YOUR OBJECTIVE: Quote the whole listing exactly. Leave the pictures out of your copy.

MATERIAL TO PROCESS:
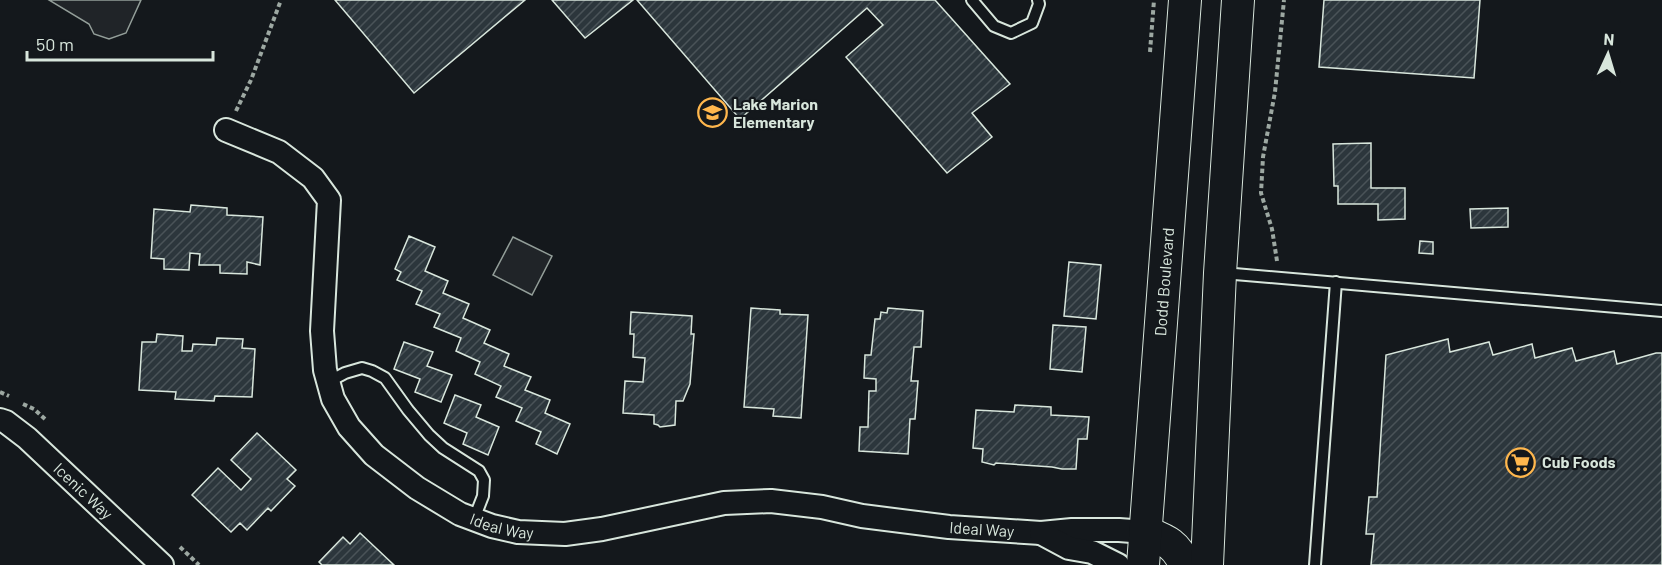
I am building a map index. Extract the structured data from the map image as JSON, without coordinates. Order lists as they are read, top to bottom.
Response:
{
  "streets": {
    "main road": ["Dodd Boulevard"],
    "street": ["Icenic Way", "Ideal Way"]
  },
  "crossings": [
    ["Dodd Boulevard", "Ideal Way"]
  ],
  "places": {
    "school or university": ["Lake Marion Elementary"],
    "supermarket": ["Cub Foods"]
  },
  "scale_bar": "50 m",
  "north": "top"
}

RESPONSE AREA:
I am building a map index. Extract the structured data from the map image as JSON, without coordinates. Order lists as they are read, top to bottom.
Response:
{
  "streets": {
    "main road": ["Dodd Boulevard"],
    "street": ["Icenic Way", "Ideal Way"]
  },
  "crossings": [
    ["Dodd Boulevard", "Ideal Way"]
  ],
  "places": {
    "school or university": ["Lake Marion Elementary"],
    "supermarket": ["Cub Foods"]
  },
  "scale_bar": "50 m",
  "north": "top"
}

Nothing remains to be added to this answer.